Problem statement ▸
Set down exactly the lines below between the line holding "position:absolute; translate:-50% -50%;" and the line holding "display:flex; gap:33px; margin-inline-start:auto;", inclusive; no other line belongs in the answer.

Provided data ▸

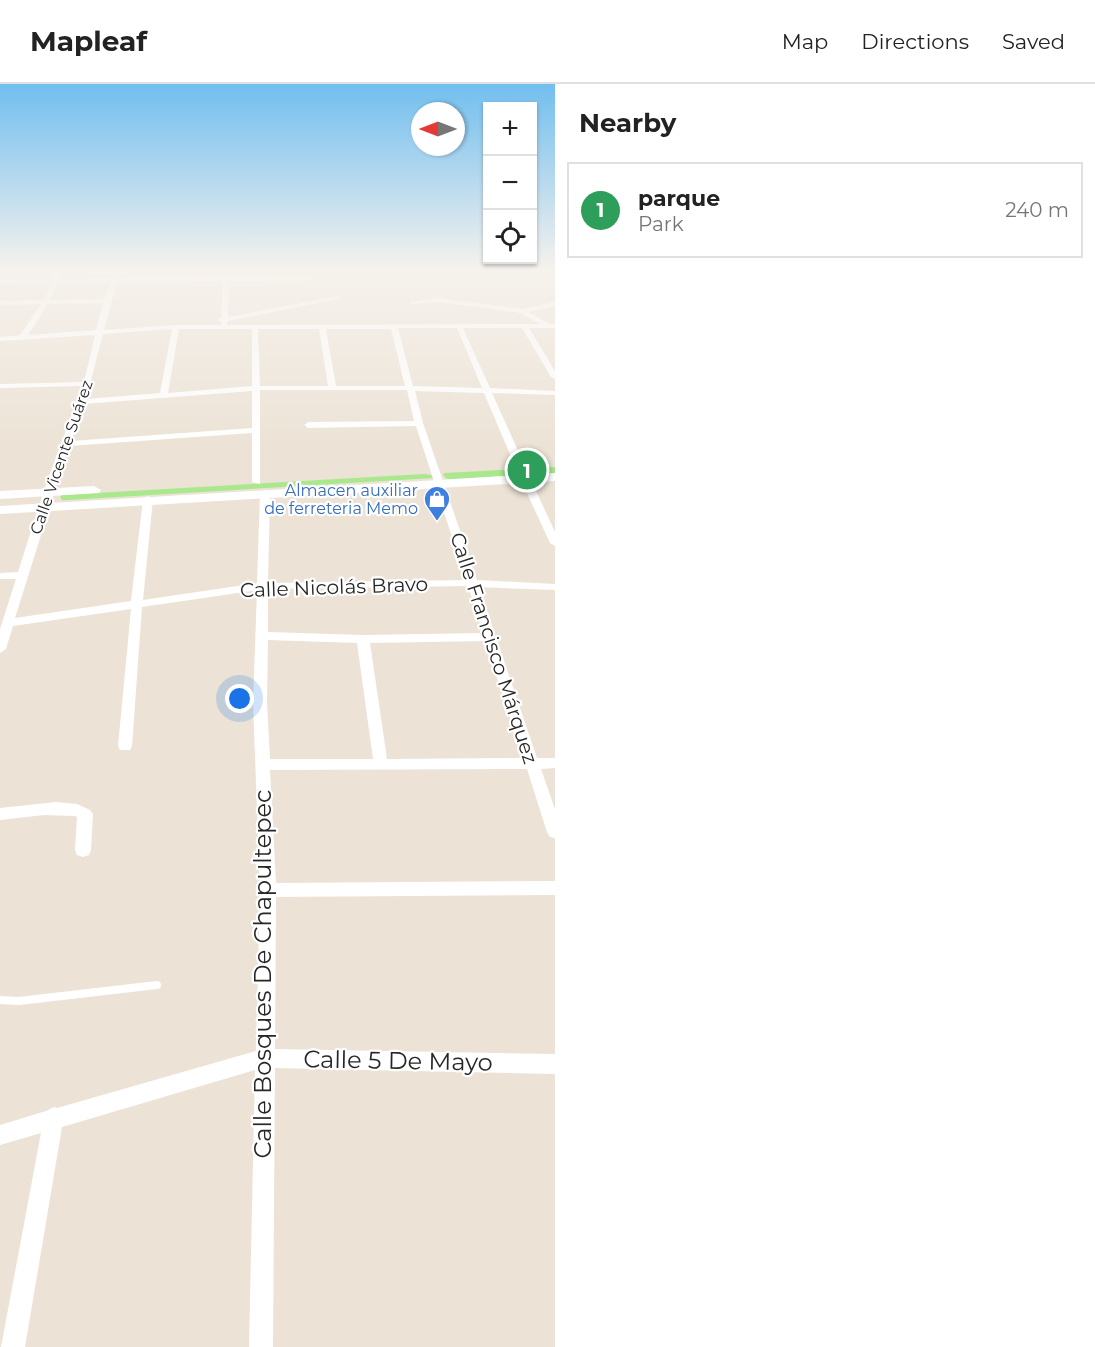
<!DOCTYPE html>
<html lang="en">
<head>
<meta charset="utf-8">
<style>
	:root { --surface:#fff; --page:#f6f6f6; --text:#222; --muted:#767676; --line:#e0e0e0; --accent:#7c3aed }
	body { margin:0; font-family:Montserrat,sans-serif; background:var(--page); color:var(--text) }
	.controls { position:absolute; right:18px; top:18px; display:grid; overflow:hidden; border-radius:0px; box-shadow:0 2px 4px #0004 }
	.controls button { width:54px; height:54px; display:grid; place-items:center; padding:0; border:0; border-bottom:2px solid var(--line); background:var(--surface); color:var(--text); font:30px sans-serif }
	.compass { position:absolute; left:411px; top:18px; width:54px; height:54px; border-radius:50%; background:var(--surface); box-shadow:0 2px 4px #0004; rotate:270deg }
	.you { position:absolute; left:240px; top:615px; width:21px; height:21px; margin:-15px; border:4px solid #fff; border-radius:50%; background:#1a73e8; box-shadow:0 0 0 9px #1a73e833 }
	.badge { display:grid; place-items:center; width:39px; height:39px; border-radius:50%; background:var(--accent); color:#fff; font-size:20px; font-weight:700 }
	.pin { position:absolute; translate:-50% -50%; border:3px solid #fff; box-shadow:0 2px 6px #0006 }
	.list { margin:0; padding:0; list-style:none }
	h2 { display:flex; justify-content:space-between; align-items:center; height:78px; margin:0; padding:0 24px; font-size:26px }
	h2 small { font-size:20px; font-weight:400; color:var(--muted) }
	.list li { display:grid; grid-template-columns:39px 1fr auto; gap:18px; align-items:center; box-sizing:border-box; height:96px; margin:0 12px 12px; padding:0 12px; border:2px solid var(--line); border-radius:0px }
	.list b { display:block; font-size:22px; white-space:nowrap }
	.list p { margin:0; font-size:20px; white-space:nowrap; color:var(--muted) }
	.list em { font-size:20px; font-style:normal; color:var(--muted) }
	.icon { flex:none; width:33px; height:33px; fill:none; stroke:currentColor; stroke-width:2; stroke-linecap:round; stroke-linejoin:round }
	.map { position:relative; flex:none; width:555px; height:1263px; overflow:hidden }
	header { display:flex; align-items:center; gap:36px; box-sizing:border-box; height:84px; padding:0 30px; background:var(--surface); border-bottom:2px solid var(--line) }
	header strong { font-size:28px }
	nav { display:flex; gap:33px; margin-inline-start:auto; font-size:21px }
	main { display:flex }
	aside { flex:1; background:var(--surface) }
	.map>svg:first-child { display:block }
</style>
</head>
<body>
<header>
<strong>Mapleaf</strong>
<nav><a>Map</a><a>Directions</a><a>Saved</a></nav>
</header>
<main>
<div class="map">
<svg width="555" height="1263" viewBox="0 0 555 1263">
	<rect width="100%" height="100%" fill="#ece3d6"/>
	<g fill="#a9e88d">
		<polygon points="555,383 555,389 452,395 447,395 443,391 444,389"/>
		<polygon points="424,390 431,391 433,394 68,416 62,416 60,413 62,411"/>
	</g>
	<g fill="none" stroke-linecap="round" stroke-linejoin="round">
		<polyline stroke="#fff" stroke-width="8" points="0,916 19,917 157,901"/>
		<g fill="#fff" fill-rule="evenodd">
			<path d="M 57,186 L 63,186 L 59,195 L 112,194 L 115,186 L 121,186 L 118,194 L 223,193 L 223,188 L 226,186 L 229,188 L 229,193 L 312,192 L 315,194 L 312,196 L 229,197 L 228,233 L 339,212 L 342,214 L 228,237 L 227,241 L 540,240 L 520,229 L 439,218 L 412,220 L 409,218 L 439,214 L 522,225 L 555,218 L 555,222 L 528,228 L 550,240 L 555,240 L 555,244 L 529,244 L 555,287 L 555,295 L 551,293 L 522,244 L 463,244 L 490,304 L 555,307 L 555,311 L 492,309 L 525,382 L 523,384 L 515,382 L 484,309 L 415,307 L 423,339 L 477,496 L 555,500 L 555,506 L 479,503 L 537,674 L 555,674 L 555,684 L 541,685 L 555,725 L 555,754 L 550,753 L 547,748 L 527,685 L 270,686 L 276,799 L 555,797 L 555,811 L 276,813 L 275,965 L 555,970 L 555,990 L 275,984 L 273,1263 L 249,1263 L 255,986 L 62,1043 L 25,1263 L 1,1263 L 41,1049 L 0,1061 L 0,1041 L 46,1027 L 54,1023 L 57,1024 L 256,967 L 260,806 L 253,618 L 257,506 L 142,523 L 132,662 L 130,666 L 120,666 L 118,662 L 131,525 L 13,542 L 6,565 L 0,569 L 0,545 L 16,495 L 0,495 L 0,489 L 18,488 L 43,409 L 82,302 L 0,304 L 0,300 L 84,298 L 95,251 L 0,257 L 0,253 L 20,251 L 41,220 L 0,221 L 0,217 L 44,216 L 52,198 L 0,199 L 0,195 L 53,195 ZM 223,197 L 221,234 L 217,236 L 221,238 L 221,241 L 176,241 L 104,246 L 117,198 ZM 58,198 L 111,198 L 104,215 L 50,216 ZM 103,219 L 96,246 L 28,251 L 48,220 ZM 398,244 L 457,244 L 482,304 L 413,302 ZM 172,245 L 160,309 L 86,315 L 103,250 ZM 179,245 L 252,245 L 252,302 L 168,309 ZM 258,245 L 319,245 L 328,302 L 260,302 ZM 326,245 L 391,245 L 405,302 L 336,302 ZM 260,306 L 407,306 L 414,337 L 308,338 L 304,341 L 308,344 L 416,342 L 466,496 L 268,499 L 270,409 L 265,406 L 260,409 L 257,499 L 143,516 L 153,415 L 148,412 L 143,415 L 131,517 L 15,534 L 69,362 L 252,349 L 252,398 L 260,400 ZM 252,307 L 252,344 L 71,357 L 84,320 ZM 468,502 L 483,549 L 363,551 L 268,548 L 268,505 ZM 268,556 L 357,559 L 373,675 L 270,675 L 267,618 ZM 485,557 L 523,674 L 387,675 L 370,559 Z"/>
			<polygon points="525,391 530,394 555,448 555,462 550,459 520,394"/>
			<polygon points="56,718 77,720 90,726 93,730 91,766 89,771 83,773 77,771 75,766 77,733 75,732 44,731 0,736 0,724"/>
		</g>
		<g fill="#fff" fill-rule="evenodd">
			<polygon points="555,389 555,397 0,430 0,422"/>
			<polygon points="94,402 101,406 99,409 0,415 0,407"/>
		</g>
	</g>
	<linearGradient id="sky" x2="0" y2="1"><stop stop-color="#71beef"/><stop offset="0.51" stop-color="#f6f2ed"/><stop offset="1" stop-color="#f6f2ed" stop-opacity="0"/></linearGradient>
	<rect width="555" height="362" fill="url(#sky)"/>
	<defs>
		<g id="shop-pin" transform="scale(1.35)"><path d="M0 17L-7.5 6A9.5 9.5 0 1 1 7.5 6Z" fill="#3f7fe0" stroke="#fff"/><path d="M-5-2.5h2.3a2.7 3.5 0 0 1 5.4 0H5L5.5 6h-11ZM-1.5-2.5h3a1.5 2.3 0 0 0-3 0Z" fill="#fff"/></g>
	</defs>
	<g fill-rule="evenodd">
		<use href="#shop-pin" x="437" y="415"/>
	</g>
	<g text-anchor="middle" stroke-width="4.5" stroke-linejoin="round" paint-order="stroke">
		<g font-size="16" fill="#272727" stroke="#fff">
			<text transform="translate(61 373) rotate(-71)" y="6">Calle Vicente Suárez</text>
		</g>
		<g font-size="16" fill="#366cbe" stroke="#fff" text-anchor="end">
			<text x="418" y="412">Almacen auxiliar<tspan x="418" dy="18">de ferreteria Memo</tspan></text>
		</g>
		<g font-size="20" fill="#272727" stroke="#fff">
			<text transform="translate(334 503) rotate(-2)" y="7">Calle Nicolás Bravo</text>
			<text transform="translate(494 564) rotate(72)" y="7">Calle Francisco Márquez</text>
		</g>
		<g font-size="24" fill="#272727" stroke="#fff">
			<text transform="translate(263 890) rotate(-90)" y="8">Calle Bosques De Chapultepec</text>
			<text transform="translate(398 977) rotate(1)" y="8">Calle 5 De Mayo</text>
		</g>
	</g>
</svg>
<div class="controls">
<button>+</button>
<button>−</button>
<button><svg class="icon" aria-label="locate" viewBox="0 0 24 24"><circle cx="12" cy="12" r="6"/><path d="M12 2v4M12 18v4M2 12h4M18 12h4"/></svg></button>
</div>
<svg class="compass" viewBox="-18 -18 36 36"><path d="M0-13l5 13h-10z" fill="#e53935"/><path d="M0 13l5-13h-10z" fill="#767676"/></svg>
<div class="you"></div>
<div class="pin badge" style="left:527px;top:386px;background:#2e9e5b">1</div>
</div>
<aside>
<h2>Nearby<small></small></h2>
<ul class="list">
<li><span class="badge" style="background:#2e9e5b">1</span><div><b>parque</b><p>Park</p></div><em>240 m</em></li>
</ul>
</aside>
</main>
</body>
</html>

Your response ▸
	.pin { position:absolute; translate:-50% -50%; border:3px solid #fff; box-shadow:0 2px 6px #0006 }
	.list { margin:0; padding:0; list-style:none }
	h2 { display:flex; justify-content:space-between; align-items:center; height:78px; margin:0; padding:0 24px; font-size:26px }
	h2 small { font-size:20px; font-weight:400; color:var(--muted) }
	.list li { display:grid; grid-template-columns:39px 1fr auto; gap:18px; align-items:center; box-sizing:border-box; height:96px; margin:0 12px 12px; padding:0 12px; border:2px solid var(--line); border-radius:0px }
	.list b { display:block; font-size:22px; white-space:nowrap }
	.list p { margin:0; font-size:20px; white-space:nowrap; color:var(--muted) }
	.list em { font-size:20px; font-style:normal; color:var(--muted) }
	.icon { flex:none; width:33px; height:33px; fill:none; stroke:currentColor; stroke-width:2; stroke-linecap:round; stroke-linejoin:round }
	.map { position:relative; flex:none; width:555px; height:1263px; overflow:hidden }
	header { display:flex; align-items:center; gap:36px; box-sizing:border-box; height:84px; padding:0 30px; background:var(--surface); border-bottom:2px solid var(--line) }
	header strong { font-size:28px }
	nav { display:flex; gap:33px; margin-inline-start:auto; font-size:21px }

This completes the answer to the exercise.